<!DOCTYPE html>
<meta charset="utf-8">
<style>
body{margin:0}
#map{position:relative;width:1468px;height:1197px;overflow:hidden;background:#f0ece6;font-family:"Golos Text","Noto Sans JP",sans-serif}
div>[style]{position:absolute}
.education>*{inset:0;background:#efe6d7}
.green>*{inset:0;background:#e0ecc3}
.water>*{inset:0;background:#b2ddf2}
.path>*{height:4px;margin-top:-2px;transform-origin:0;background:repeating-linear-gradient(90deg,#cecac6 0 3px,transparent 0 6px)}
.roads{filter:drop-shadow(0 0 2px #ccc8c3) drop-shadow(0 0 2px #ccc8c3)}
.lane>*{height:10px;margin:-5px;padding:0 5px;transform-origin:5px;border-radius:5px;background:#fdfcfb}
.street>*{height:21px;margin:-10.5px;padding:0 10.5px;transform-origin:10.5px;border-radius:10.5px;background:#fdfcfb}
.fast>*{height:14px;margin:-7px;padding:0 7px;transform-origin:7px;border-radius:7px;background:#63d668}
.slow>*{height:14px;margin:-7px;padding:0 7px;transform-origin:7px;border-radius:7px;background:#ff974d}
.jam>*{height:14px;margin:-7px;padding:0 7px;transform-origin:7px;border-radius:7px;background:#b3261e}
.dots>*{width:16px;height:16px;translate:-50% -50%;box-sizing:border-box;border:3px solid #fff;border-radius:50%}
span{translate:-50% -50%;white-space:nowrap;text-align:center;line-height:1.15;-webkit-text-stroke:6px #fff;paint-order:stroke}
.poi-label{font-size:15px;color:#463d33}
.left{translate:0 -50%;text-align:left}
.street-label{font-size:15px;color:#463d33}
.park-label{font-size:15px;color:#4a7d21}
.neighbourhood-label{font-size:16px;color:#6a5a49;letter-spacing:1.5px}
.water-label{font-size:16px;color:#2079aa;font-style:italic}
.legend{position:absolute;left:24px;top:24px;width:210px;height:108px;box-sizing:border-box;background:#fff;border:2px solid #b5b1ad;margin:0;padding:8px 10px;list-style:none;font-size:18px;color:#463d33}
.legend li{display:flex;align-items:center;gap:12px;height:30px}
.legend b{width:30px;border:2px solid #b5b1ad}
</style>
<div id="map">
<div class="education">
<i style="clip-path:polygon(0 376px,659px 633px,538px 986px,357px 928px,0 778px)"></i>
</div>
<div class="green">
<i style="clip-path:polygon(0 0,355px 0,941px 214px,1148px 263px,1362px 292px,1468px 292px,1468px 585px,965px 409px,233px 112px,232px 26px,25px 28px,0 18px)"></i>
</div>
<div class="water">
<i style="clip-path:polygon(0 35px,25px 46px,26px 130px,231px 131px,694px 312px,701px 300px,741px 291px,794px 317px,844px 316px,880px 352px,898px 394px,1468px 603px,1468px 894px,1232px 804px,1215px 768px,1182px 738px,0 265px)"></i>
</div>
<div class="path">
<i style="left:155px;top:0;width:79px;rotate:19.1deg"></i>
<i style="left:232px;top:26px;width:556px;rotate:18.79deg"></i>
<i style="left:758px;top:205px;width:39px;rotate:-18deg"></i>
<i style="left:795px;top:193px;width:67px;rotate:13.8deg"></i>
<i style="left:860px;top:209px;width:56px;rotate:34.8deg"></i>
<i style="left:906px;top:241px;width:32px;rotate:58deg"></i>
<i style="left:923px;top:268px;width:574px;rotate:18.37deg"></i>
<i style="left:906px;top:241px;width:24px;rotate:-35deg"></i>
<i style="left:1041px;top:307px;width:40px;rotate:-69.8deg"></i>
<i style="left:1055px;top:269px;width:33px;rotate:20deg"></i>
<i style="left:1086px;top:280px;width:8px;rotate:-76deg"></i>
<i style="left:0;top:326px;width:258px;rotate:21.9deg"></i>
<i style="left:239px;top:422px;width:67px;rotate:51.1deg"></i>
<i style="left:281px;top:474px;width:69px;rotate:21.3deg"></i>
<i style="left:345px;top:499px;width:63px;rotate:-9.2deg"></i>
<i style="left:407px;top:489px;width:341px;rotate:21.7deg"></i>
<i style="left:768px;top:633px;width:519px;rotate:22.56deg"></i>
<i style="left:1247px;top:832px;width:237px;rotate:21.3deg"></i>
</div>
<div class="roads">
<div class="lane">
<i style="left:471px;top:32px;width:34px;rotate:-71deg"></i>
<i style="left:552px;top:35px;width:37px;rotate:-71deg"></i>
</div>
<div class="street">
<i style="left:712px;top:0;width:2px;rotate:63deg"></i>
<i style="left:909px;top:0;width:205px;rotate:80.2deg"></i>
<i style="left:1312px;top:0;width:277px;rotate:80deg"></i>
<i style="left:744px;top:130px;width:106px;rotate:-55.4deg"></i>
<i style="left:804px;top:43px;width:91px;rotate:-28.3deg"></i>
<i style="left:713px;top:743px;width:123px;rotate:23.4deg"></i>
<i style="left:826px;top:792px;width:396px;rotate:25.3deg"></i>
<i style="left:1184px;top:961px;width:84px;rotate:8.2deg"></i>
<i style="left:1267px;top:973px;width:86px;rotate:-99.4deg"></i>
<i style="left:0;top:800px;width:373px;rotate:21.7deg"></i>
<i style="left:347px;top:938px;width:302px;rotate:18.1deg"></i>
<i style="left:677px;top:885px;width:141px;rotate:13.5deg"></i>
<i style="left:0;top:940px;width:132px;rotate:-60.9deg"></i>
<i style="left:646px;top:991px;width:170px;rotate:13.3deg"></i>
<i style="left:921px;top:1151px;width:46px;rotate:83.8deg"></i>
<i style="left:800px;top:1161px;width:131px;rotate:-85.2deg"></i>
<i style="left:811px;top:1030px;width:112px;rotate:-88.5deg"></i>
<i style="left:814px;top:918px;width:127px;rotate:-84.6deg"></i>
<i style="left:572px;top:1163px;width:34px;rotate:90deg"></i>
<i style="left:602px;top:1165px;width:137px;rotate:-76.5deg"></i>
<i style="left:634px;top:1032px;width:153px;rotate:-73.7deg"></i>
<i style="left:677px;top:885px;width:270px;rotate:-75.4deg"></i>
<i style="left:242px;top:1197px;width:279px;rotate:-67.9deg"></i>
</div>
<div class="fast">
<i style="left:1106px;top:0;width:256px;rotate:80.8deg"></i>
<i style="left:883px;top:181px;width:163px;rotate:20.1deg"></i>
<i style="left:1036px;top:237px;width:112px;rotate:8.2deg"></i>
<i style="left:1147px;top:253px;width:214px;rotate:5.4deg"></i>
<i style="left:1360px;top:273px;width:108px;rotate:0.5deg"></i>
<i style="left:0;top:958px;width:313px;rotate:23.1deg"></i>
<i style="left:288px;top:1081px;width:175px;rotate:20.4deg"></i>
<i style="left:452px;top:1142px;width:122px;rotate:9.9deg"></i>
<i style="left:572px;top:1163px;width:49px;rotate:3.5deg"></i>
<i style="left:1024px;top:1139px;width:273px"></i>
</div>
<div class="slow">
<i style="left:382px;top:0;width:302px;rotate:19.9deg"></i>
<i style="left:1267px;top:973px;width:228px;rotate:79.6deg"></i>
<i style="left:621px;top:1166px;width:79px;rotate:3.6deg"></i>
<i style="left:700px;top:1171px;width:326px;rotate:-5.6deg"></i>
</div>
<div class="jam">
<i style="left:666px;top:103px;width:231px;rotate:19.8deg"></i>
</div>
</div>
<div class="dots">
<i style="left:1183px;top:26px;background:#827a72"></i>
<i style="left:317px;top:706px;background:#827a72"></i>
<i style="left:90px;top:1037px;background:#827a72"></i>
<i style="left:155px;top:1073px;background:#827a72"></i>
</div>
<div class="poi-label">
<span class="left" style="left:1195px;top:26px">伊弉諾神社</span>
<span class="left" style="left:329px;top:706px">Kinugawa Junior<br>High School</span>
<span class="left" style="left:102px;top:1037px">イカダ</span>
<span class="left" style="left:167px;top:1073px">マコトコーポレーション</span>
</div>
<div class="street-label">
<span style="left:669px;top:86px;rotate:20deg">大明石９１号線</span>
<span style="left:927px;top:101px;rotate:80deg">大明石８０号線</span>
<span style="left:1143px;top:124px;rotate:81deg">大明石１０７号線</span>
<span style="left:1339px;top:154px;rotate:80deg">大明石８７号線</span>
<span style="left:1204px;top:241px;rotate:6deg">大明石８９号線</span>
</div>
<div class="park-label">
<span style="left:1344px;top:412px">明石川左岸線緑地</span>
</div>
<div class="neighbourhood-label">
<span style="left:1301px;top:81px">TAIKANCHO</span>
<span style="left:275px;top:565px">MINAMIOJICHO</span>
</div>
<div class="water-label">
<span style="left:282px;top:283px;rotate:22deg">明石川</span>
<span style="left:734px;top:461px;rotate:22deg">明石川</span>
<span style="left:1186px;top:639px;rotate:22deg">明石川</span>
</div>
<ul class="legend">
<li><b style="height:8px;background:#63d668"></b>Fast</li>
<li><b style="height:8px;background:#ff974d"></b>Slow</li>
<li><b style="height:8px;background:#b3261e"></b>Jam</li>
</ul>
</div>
────────────────
→ Activity
Search the records above for "translate" and copy every line that has it.

→ Solution to this exercise
.dots>*{width:16px;height:16px;translate:-50% -50%;box-sizing:border-box;border:3px solid #fff;border-radius:50%}
span{translate:-50% -50%;white-space:nowrap;text-align:center;line-height:1.15;-webkit-text-stroke:6px #fff;paint-order:stroke}
.left{translate:0 -50%;text-align:left}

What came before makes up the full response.